> What this task involves: Return every record verbatim, omitting all pictures.

Provided information Start Marker

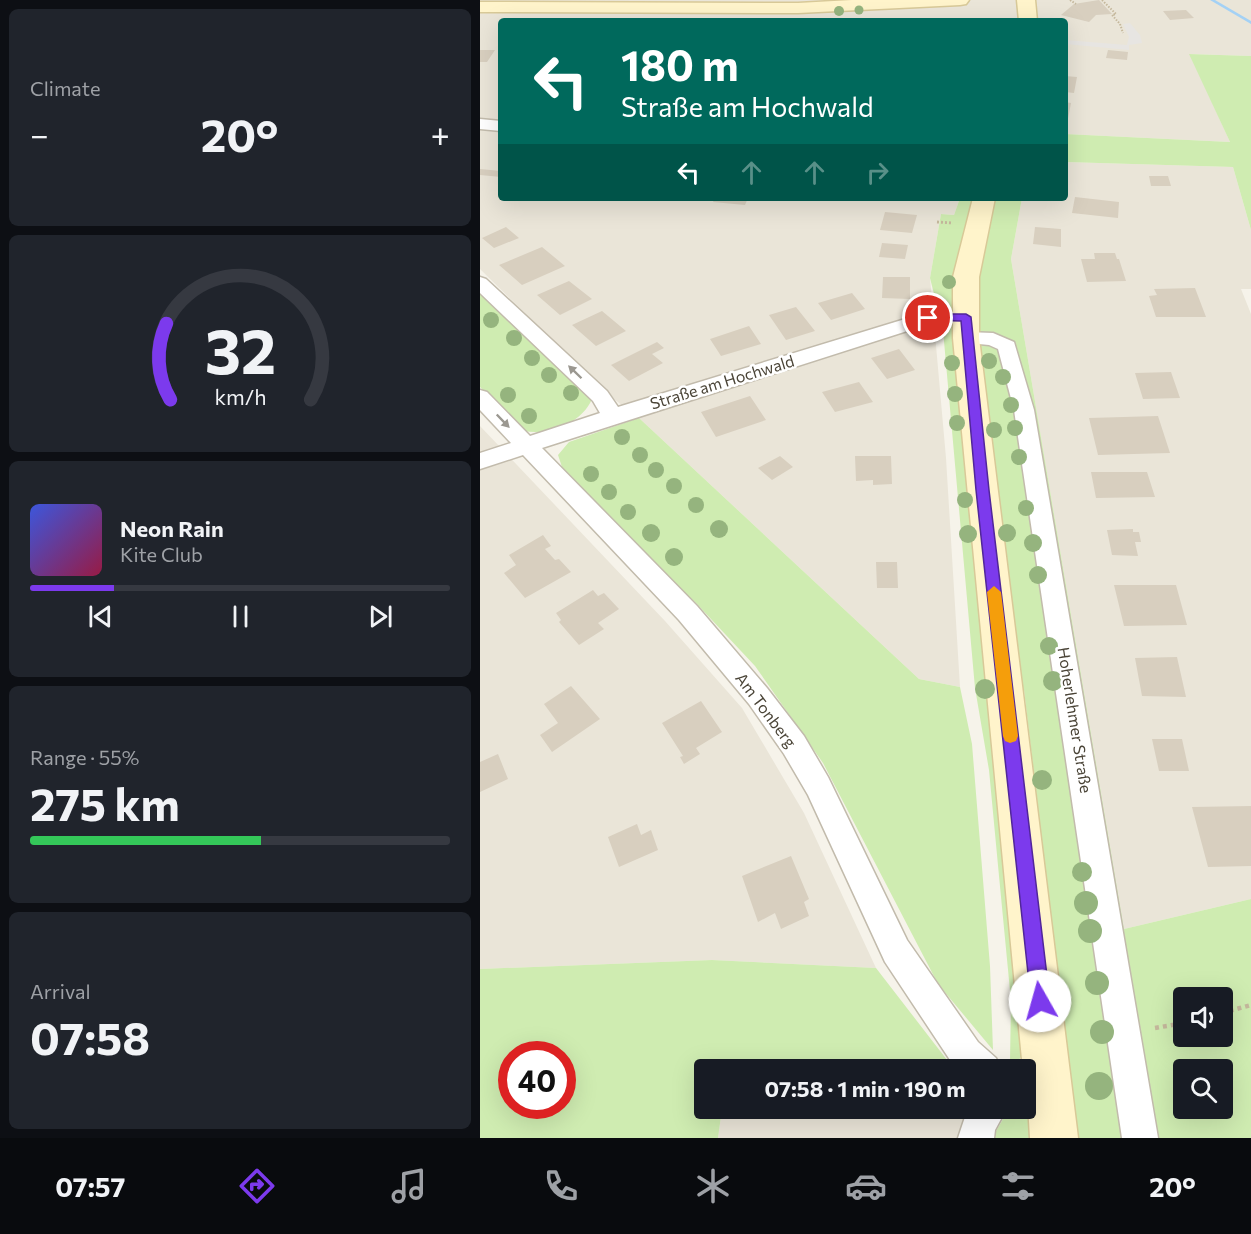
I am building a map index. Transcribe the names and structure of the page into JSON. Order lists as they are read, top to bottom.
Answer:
{
  "streets": {
    "street": ["Straße am Hochwald", "Am Tonberg", "Hoherlehmer Straße"]
  },
  "crossings": [
    ["Straße am Hochwald", "Am Tonberg"],
    ["Straße am Hochwald", "Hoherlehmer Straße"]
  ],
  "page": {
    "tile": [
      "Climate",
      ["Range · 55%", "275 km"],
      ["Arrival", "07:58"]
    ],
    "turn": ["180 m", "Straße am Hochwald"],
    "heat": ["−", "20°", "+"],
    "song": ["Neon Rain", "Kite Club"],
    "limit": "40",
    "trip": "07:58 · 1 min · 190 m",
    "tabs": ["07:57", "20°"],
    "gauge": ["32", "km/h"]
  }
}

Provided information End Marker

> Reply:
I am building a map index. Transcribe the names and structure of the page into JSON. Order lists as they are read, top to bottom.
Answer:
{
  "streets": {
    "street": ["Straße am Hochwald", "Am Tonberg", "Hoherlehmer Straße"]
  },
  "crossings": [
    ["Straße am Hochwald", "Am Tonberg"],
    ["Straße am Hochwald", "Hoherlehmer Straße"]
  ],
  "page": {
    "tile": [
      "Climate",
      ["Range · 55%", "275 km"],
      ["Arrival", "07:58"]
    ],
    "turn": ["180 m", "Straße am Hochwald"],
    "heat": ["−", "20°", "+"],
    "song": ["Neon Rain", "Kite Club"],
    "limit": "40",
    "trip": "07:58 · 1 min · 190 m",
    "tabs": ["07:57", "20°"],
    "gauge": ["32", "km/h"]
  }
}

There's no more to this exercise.